WHAT YOU SHOULD DO -> Lines holding the string "lineWidth" are the ones to copy; find them all in the data.

━━━ ENTRIES SHOWN

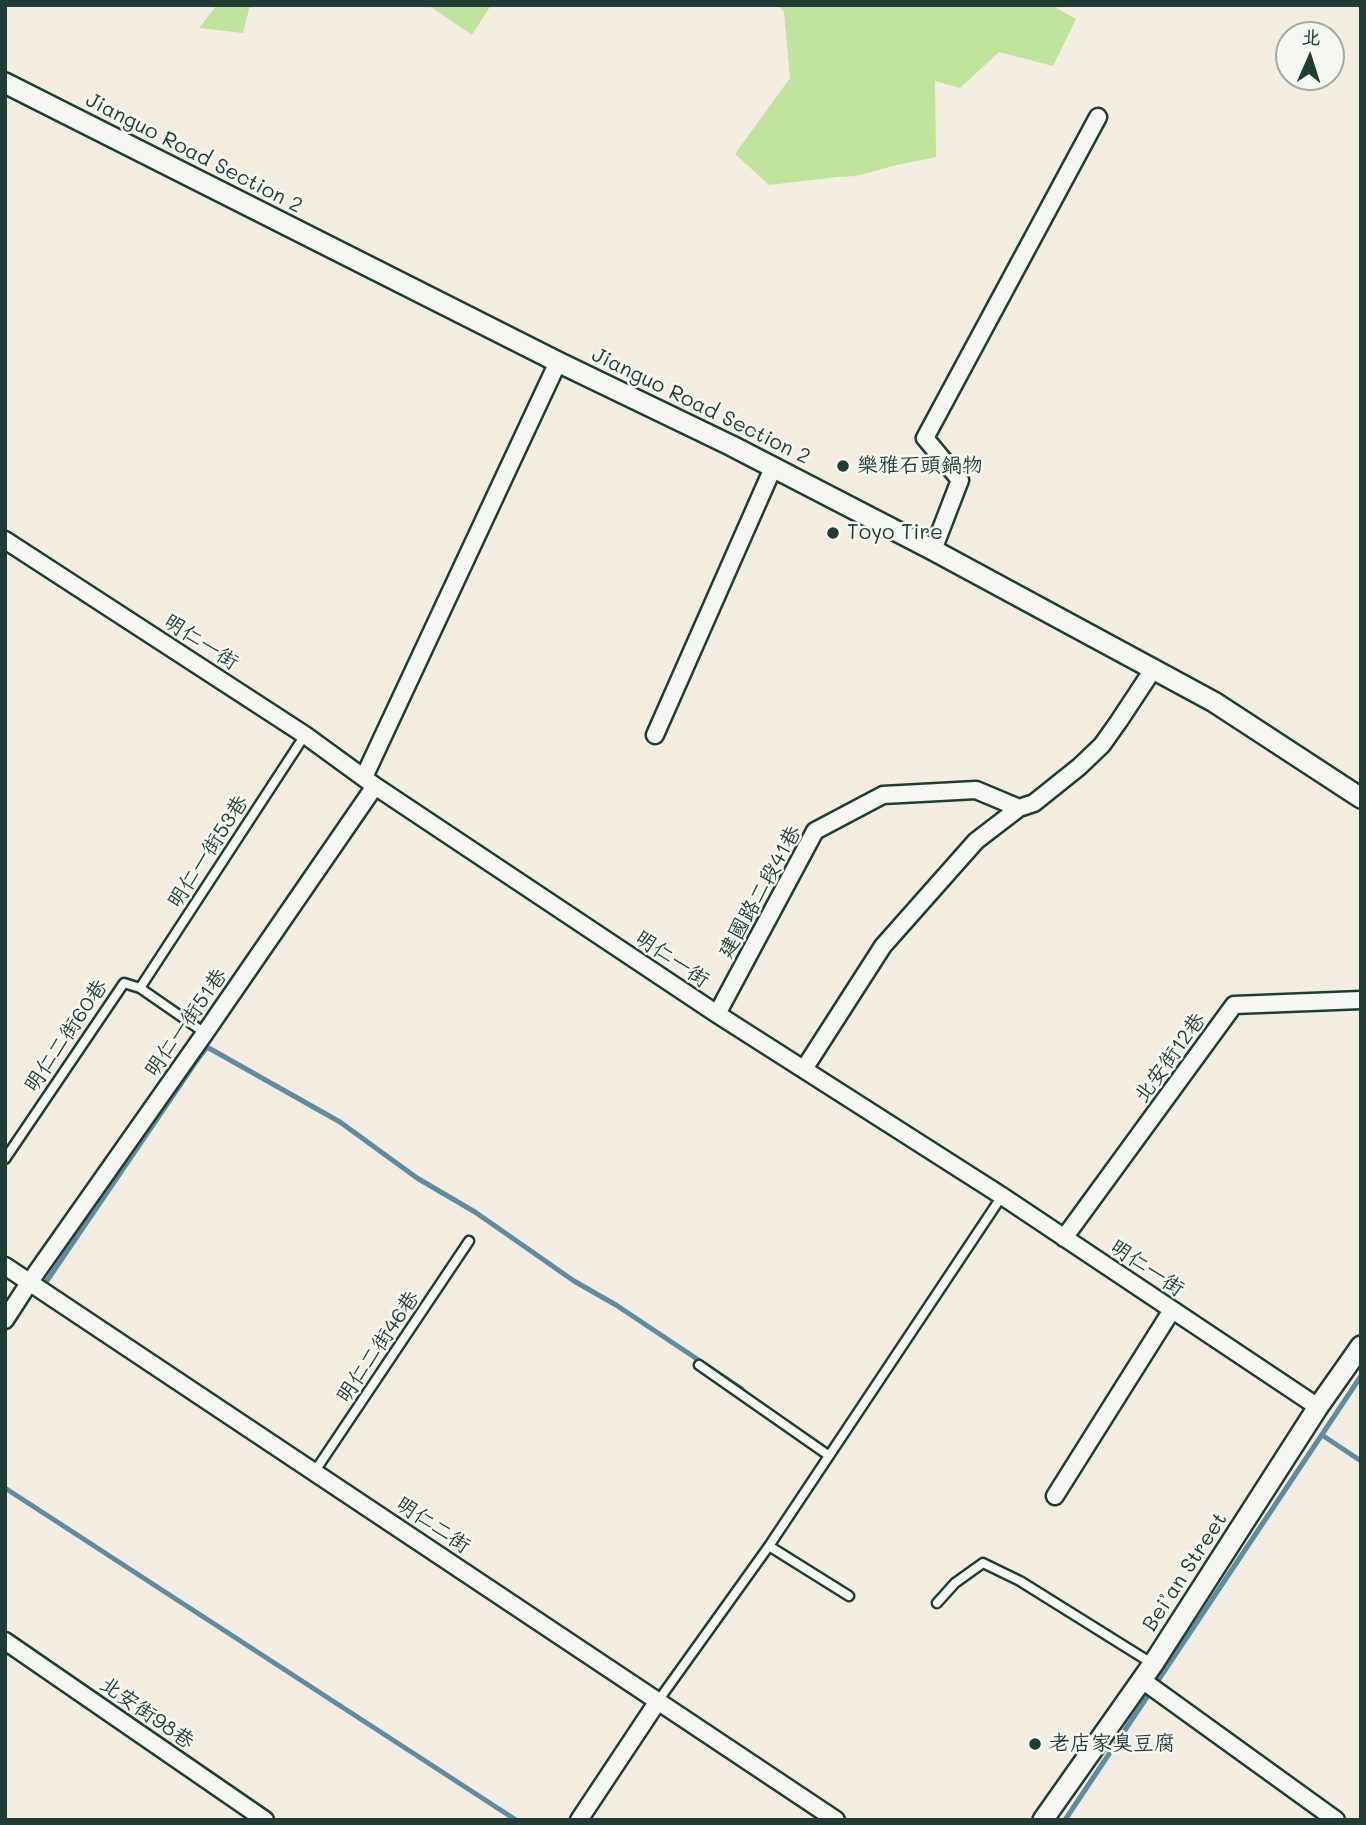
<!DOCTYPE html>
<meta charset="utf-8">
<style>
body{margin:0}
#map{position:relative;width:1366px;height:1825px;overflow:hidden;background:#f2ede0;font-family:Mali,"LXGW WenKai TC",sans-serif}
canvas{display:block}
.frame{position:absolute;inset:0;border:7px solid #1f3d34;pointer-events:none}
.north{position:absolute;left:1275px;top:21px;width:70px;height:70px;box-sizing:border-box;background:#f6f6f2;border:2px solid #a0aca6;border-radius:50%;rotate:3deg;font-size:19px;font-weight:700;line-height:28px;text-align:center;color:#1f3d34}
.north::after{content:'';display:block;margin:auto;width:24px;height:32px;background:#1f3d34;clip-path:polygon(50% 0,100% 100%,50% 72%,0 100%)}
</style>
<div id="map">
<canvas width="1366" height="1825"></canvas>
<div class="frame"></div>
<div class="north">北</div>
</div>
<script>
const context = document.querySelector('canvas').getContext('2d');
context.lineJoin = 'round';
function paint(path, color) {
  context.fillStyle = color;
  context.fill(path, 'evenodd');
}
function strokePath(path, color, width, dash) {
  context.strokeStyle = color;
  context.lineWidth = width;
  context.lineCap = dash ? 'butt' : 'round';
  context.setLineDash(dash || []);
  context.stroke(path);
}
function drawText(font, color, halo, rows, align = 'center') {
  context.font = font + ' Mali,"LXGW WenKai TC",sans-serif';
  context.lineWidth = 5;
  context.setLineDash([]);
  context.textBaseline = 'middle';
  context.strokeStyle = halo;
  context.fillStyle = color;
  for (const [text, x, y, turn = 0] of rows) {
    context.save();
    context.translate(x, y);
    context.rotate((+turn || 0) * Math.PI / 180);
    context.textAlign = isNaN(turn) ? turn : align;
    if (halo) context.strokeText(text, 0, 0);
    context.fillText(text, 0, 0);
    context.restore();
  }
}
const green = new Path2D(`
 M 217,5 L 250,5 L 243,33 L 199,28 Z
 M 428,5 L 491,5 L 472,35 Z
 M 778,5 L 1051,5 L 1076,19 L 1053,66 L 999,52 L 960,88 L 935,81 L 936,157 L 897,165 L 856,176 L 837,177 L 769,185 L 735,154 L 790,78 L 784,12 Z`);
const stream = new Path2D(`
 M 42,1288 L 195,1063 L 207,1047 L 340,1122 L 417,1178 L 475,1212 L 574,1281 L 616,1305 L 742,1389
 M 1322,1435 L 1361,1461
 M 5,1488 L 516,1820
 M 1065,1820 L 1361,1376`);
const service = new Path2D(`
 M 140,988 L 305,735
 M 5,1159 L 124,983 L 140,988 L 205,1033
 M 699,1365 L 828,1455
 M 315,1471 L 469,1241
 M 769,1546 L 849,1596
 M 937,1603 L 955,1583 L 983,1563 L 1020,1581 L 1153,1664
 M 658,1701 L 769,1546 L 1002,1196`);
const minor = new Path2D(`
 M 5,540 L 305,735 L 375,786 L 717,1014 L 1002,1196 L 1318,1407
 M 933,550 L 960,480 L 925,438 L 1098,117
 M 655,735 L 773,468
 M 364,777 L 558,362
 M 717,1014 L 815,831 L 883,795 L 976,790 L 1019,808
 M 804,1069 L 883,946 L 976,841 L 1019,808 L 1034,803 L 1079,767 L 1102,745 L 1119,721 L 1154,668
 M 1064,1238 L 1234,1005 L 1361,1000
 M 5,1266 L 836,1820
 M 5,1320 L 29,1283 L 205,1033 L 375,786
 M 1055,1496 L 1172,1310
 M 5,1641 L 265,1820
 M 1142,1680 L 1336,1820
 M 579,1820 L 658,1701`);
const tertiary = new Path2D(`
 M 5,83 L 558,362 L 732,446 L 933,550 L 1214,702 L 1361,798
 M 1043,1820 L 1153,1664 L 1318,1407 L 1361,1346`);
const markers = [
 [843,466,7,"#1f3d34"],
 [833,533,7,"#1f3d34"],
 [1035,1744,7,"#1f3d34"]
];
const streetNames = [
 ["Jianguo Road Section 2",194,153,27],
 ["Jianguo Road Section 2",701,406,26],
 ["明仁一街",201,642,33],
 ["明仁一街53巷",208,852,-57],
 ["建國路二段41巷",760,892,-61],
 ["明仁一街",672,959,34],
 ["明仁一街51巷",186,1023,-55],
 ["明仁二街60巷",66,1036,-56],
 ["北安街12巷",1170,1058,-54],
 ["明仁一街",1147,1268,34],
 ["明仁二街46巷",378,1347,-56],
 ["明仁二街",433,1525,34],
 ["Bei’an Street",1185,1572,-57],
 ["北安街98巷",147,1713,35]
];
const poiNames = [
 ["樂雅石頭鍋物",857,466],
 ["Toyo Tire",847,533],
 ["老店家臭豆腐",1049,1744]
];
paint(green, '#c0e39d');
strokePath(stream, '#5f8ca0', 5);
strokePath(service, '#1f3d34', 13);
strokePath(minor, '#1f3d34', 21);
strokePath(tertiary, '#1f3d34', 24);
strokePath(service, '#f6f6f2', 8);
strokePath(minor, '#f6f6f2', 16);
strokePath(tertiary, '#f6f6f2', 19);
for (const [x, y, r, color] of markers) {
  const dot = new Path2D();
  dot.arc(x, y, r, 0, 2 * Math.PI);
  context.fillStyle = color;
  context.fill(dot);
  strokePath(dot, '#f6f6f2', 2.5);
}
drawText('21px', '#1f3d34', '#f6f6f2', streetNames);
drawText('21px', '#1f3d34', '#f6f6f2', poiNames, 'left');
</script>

━━━━━━

EXERCISE ANSWER ->
  context.lineWidth = width;
  context.lineWidth = 5;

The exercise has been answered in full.